■ WHAT NEEDS TO BE DONE
Copy the lines exactly as they appear, starting with the first line of the records and ending with the line that contains "Task: Summarize the".

+ + +

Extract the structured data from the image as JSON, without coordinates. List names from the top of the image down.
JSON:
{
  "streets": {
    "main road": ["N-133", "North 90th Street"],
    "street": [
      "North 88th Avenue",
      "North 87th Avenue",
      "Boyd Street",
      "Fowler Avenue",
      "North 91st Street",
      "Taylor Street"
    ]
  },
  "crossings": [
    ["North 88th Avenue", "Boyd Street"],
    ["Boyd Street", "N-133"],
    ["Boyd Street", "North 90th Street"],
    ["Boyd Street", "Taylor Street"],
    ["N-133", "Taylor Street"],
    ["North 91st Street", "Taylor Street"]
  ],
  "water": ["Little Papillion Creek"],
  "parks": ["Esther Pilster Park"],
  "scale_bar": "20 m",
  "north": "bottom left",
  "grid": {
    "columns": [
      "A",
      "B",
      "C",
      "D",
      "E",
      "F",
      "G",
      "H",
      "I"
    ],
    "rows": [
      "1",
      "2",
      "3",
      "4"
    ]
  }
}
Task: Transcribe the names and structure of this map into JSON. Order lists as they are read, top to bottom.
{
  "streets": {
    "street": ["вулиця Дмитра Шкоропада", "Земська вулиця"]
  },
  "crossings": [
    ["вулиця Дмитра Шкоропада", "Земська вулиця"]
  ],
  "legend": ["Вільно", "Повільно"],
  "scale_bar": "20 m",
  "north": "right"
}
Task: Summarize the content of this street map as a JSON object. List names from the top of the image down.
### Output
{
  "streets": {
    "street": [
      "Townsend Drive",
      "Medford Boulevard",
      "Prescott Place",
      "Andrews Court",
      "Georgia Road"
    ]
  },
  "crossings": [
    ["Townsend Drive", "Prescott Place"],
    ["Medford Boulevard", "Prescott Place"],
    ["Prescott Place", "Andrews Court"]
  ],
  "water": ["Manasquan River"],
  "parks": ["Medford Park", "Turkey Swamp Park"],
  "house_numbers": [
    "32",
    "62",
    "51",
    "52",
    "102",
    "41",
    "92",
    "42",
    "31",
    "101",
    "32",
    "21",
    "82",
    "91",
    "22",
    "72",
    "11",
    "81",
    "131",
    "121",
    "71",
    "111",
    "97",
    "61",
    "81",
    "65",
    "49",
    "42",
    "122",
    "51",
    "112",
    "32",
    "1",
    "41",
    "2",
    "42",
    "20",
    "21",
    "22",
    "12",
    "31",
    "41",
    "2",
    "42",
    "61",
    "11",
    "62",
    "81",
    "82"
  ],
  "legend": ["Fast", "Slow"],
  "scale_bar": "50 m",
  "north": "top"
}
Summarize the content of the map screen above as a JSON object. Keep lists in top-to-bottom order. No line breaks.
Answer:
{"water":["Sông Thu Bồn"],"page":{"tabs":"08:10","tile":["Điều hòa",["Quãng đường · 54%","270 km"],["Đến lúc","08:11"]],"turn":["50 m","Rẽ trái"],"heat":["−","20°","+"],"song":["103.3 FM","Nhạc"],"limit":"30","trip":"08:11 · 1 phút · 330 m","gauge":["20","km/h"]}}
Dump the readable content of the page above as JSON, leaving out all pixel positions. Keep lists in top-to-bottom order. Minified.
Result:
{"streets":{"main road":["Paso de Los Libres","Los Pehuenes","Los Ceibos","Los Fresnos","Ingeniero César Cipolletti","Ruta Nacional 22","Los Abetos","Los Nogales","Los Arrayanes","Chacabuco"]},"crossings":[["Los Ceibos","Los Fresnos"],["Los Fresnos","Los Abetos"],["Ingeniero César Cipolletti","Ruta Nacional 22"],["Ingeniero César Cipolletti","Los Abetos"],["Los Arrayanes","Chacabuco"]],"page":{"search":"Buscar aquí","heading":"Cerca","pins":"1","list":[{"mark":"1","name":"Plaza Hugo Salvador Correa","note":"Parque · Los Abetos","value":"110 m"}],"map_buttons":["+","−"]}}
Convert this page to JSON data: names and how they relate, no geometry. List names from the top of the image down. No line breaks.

+ + +

■ RESPONSE TO THIS EXERCISE
Extract the structured data from the image as JSON, without coordinates. List names from the top of the image down.
JSON:
{
  "streets": {
    "main road": ["N-133", "North 90th Street"],
    "street": [
      "North 88th Avenue",
      "North 87th Avenue",
      "Boyd Street",
      "Fowler Avenue",
      "North 91st Street",
      "Taylor Street"
    ]
  },
  "crossings": [
    ["North 88th Avenue", "Boyd Street"],
    ["Boyd Street", "N-133"],
    ["Boyd Street", "North 90th Street"],
    ["Boyd Street", "Taylor Street"],
    ["N-133", "Taylor Street"],
    ["North 91st Street", "Taylor Street"]
  ],
  "water": ["Little Papillion Creek"],
  "parks": ["Esther Pilster Park"],
  "scale_bar": "20 m",
  "north": "bottom left",
  "grid": {
    "columns": [
      "A",
      "B",
      "C",
      "D",
      "E",
      "F",
      "G",
      "H",
      "I"
    ],
    "rows": [
      "1",
      "2",
      "3",
      "4"
    ]
  }
}
Task: Transcribe the names and structure of this map into JSON. Order lists as they are read, top to bottom.
{
  "streets": {
    "street": ["вулиця Дмитра Шкоропада", "Земська вулиця"]
  },
  "crossings": [
    ["вулиця Дмитра Шкоропада", "Земська вулиця"]
  ],
  "legend": ["Вільно", "Повільно"],
  "scale_bar": "20 m",
  "north": "right"
}
Task: Summarize the content of this street map as a JSON object. List names from the top of the image down.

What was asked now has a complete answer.